Tell HN: Demissões em toda a Google

A Google está relatando demissões em toda a empresa, incluindo um corte estimado de 8–10% em sua organização Core Developer, que constrói ferramentas internas como compiladores e IDEs. Os comentadores debatem por que as demissões continuam apesar do forte crescimento da receita e de uma alta de mais de 50% no preço das ações, citando pressão dos investidores por lucros maiores, mudança de prioridades para áreas lucrativas como o Google Cloud e uma correção mais ampla no setor de tecnologia. A conversa também aborda moral, liderança e o que isso significa para carreiras de software e as narrativas de “todo mundo pode programar” em meio a um mercado de trabalho concorrido.
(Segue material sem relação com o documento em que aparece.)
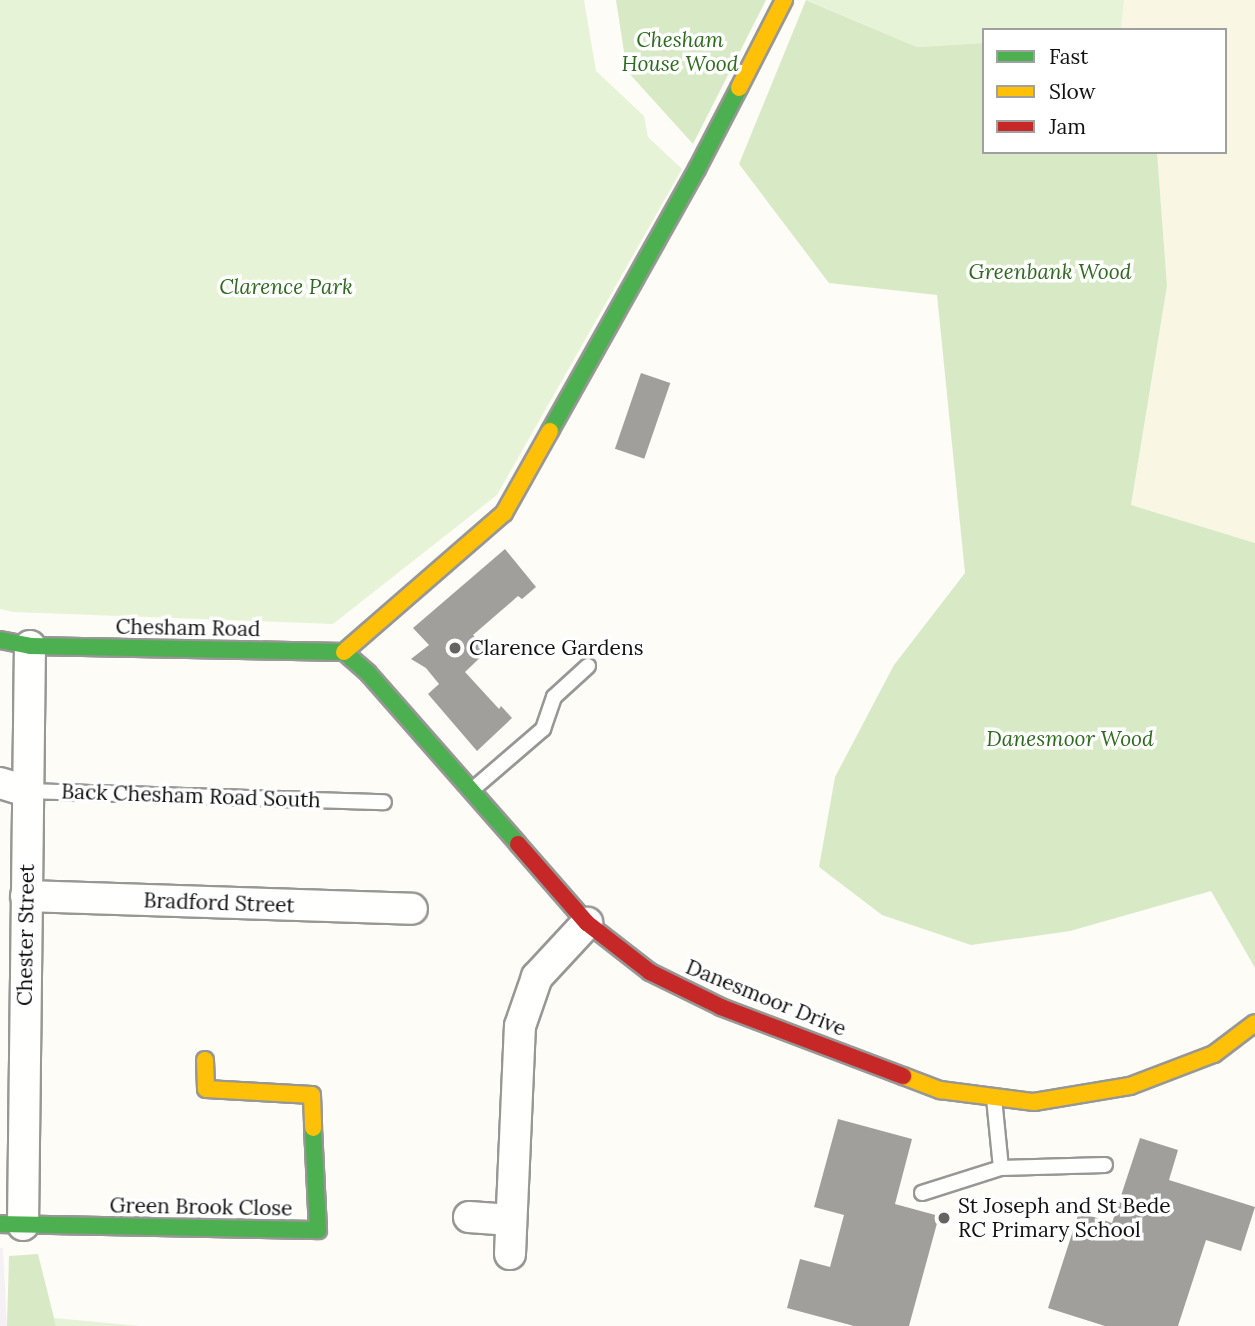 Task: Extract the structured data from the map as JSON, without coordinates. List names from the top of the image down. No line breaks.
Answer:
{"streets":{"street":["Chesham Road","Bradford Street","Chester Street","Danesmoor Drive","Green Brook Close"],"lane":["Back Chesham Road South"]},"crossings":[["Chesham Road","Chester Street"],["Chesham Road","Danesmoor Drive"],["Back Chesham Road South","Chester Street"],["Bradford Street","Chester Street"],["Chester Street","Green Brook Close"]],"parks":["Chesham House Wood","Greenbank Wood","Clarence Park","Danesmoor Wood"],"places":["Clarence Gardens","St Joseph and St Bede RC Primary School"],"legend":["Fast","Slow","Jam"]} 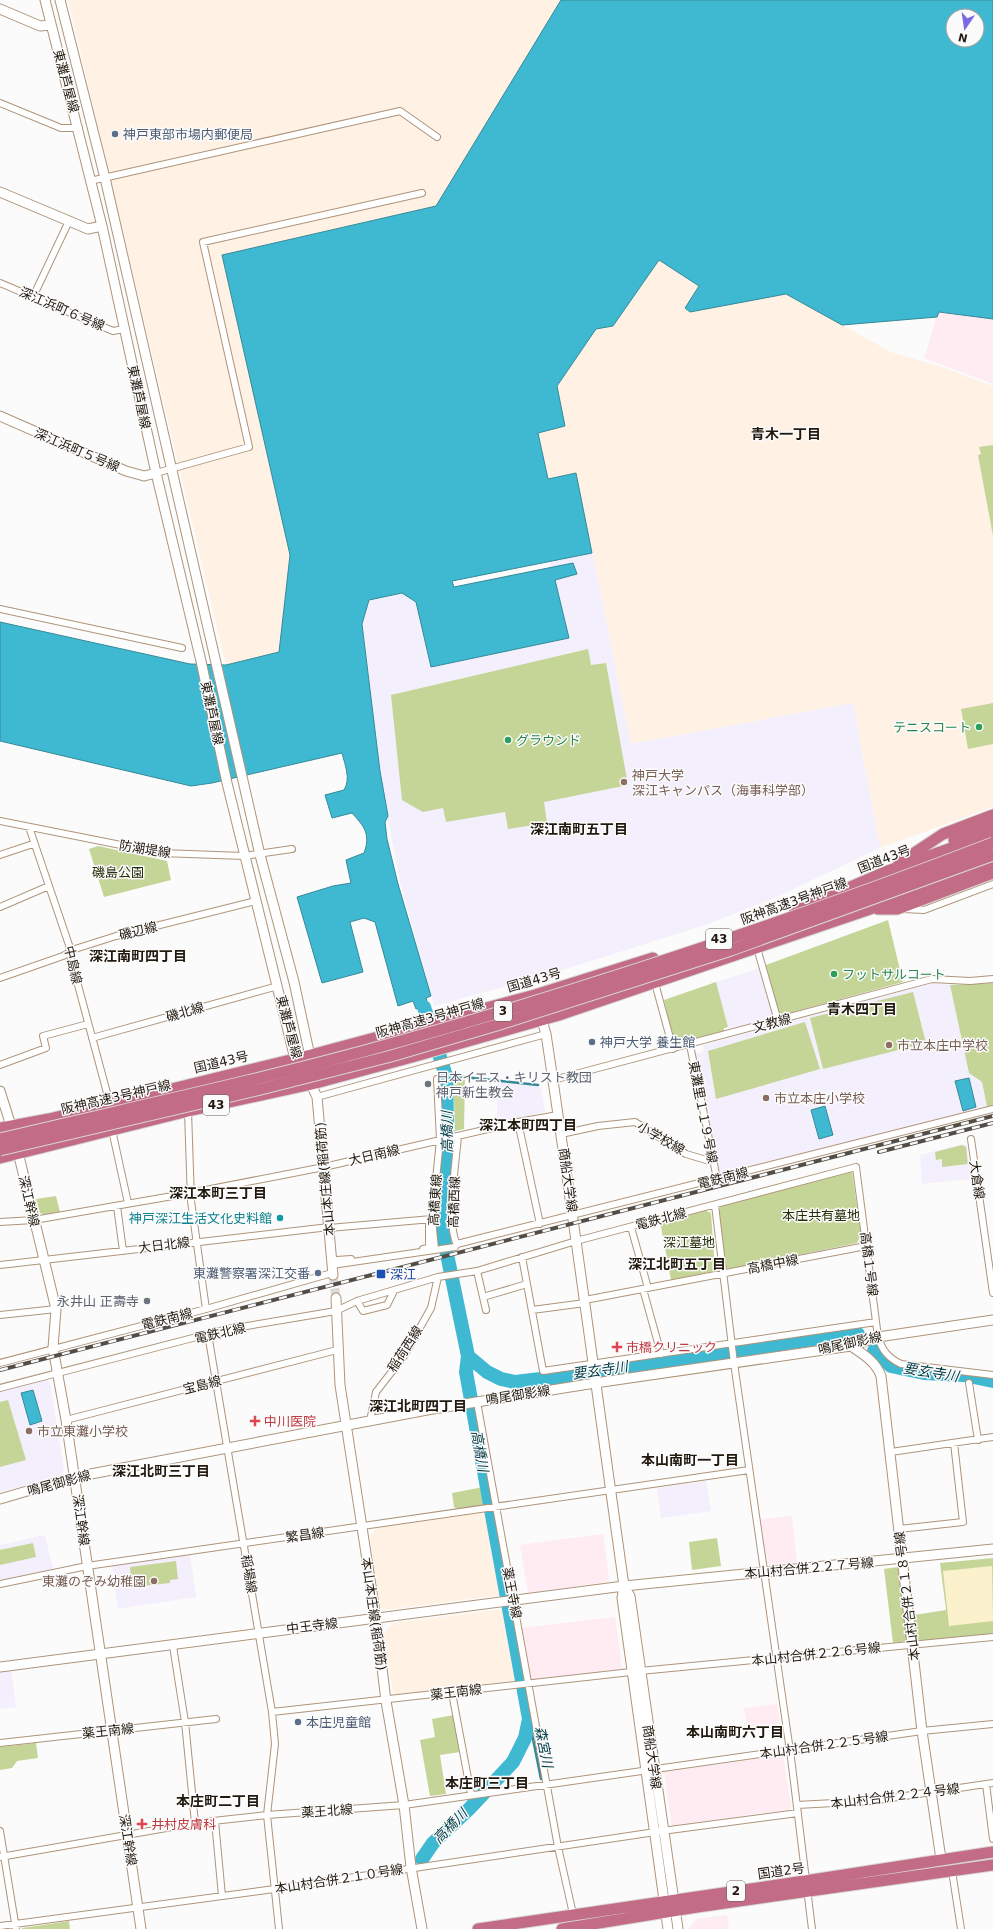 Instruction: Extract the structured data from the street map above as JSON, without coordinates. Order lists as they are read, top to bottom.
{
  "streets": {
    "highway": [
      "国道43号",
      "阪神高速3号神戸線",
      "43",
      "3",
      "国道2号",
      "2"
    ],
    "street": [
      "東灘芦屋線",
      "深江浜町６号線",
      "深江浜町５号線",
      "防潮堤線",
      "磯辺線",
      "中島線",
      "磯北線",
      "文教線",
      "東灘里１１９号線",
      "小学校線",
      "大日南線",
      "電鉄南線",
      "本山本庄線(稲荷筋)",
      "商船大学線",
      "大倉線",
      "高橋東線",
      "深江幹線",
      "高橋西線",
      "電鉄北線",
      "大日北線",
      "高橋中線",
      "高橋１号線",
      "鳴尾御影線",
      "稲荷西線",
      "宝島線",
      "繁昌線",
      "本山村合併２２７号線",
      "稲場線",
      "薬王寺線",
      "本山村合併２１８号線",
      "中王寺線",
      "本山村合併２２６号線",
      "薬王南線",
      "本山村合併２２５号線",
      "本山村合併２２４号線",
      "薬王北線",
      "本山村合併２１０号線"
    ]
  },
  "crossings": [
    ["東灘芦屋線", "深江浜町６号線"],
    ["東灘芦屋線", "深江浜町５号線"],
    ["東灘芦屋線", "防潮堤線"],
    ["東灘芦屋線", "国道43号"],
    ["東灘芦屋線", "磯辺線"],
    ["東灘芦屋線", "43"],
    ["東灘芦屋線", "磯北線"],
    ["東灘芦屋線", "本山本庄線(稲荷筋)"],
    ["防潮堤線", "中島線"],
    ["国道43号", "中島線"],
    ["国道43号", "商船大学線"],
    ["国道43号", "深江幹線"],
    ["磯辺線", "中島線"],
    ["43", "本山本庄線(稲荷筋)"],
    ["43", "商船大学線"],
    ["43", "深江幹線"],
    ["中島線", "磯北線"],
    ["文教線", "東灘里１１９号線"],
    ["文教線", "商船大学線"],
    ["東灘里１１９号線", "小学校線"],
    ["東灘里１１９号線", "電鉄南線"],
    ["小学校線", "商船大学線"],
    ["大日南線", "本山本庄線(稲荷筋)"],
    ["大日南線", "商船大学線"],
    ["大日南線", "高橋東線"],
    ["大日南線", "深江幹線"],
    ["大日南線", "高橋西線"],
    ["電鉄南線", "本山本庄線(稲荷筋)"],
    ["電鉄南線", "商船大学線"],
    ["電鉄南線", "高橋東線"],
    ["電鉄南線", "深江幹線"],
    ["電鉄南線", "高橋西線"],
    ["本山本庄線(稲荷筋)", "電鉄北線"],
    ["本山本庄線(稲荷筋)", "大日北線"],
    ["本山本庄線(稲荷筋)", "鳴尾御影線"],
    ["本山本庄線(稲荷筋)", "宝島線"],
    ["本山本庄線(稲荷筋)", "繁昌線"],
    ["本山本庄線(稲荷筋)", "中王寺線"],
    ["本山本庄線(稲荷筋)", "薬王南線"],
    ["本山本庄線(稲荷筋)", "薬王北線"],
    ["本山本庄線(稲荷筋)", "本山村合併２１０号線"],
    ["商船大学線", "電鉄北線"],
    ["商船大学線", "高橋中線"],
    ["商船大学線", "鳴尾御影線"],
    ["商船大学線", "繁昌線"],
    ["商船大学線", "本山村合併２２７号線"],
    ["商船大学線", "中王寺線"],
    ["商船大学線", "本山村合併２２６号線"],
    ["商船大学線", "薬王南線"],
    ["商船大学線", "本山村合併２２５号線"],
    ["商船大学線", "薬王北線"],
    ["商船大学線", "国道2号"],
    ["商船大学線", "本山村合併２１０号線"],
    ["高橋東線", "大日北線"],
    ["深江幹線", "電鉄北線"],
    ["深江幹線", "大日北線"],
    ["深江幹線", "鳴尾御影線"],
    ["深江幹線", "宝島線"],
    ["深江幹線", "繁昌線"],
    ["深江幹線", "中王寺線"],
    ["深江幹線", "薬王南線"],
    ["深江幹線", "薬王北線"],
    ["深江幹線", "本山村合併２１０号線"],
    ["電鉄北線", "高橋１号線"],
    ["電鉄北線", "稲荷西線"],
    ["電鉄北線", "稲場線"],
    ["高橋中線", "高橋１号線"],
    ["高橋中線", "鳴尾御影線"],
    ["高橋１号線", "鳴尾御影線"],
    ["鳴尾御影線", "稲荷西線"],
    ["鳴尾御影線", "稲場線"],
    ["鳴尾御影線", "薬王寺線"],
    ["鳴尾御影線", "本山村合併２１８号線"],
    ["宝島線", "稲場線"],
    ["繁昌線", "稲場線"],
    ["繁昌線", "薬王寺線"],
    ["本山村合併２２７号線", "本山村合併２１８号線"],
    ["本山村合併２２７号線", "中王寺線"],
    ["稲場線", "中王寺線"],
    ["稲場線", "薬王南線"],
    ["稲場線", "薬王北線"],
    ["稲場線", "本山村合併２１０号線"],
    ["薬王寺線", "中王寺線"],
    ["薬王寺線", "薬王南線"],
    ["薬王寺線", "薬王北線"],
    ["薬王寺線", "国道2号"],
    ["薬王寺線", "本山村合併２１０号線"],
    ["本山村合併２１８号線", "本山村合併２２６号線"],
    ["本山村合併２１８号線", "本山村合併２２５号線"],
    ["本山村合併２１８号線", "本山村合併２２４号線"],
    ["本山村合併２１８号線", "国道2号"],
    ["本山村合併２２６号線", "薬王南線"],
    ["本山村合併２２５号線", "薬王北線"]
  ],
  "districts": [
    "青木一丁目",
    "深江南町五丁目",
    "深江南町四丁目",
    "青木四丁目",
    "深江本町四丁目",
    "深江本町三丁目",
    "深江北町五丁目",
    "深江北町四丁目",
    "本山南町一丁目",
    "深江北町三丁目",
    "本山南町六丁目",
    "本庄町三丁目",
    "本庄町二丁目"
  ],
  "water": ["高橋川", "要玄寺川", "森宮川"],
  "parks": ["磯島公園", "本庄共有墓地", "深江墓地"],
  "places": {
    "other": [
      "神戸東部市場内郵便局",
      "テニスコート",
      "グラウンド",
      "神戸大学 深江キャンパス（海事科学部）",
      "フットサルコート",
      "神戸大学 養生館",
      "市立本庄中学校",
      "日本イエス・キリスト教団 神戸新生教会",
      "市立本庄小学校",
      "神戸深江生活文化史料館",
      "東灘警察署深江交番",
      "永井山 正壽寺",
      "市立東灘小学校",
      "東灘のぞみ幼稚園",
      "本庄児童館"
    ],
    "transit": ["深江"],
    "health": ["市橋クリニック", "中川医院", "井村皮膚科"]
  },
  "north": "bottom"
}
Escopo e Alvos das Demissões

  • Vários comentadores confirmam novas demissões em toda a Google, incluindo engenheiros.
  • A organização Core Developer teria sido atingida por cortes de ~8–10%.
  • Core Developer é descrita como responsável por construir ferramentas internas e infraestrutura (compiladores, IDEs, monorepo, sistemas de build/deploy).
  • Algumas equipes veem “cortes massivos”, outras reduções pequenas e “ticky‑tack”; não se trata apenas de divisões inteiras.
  • Não está claro exatamente como as avaliações de desempenho entram nisso, já que as revisões anuais ainda não tinham sido finalizadas, embora alguns suspeitem que tenham influenciado decisões em níveis mais altos.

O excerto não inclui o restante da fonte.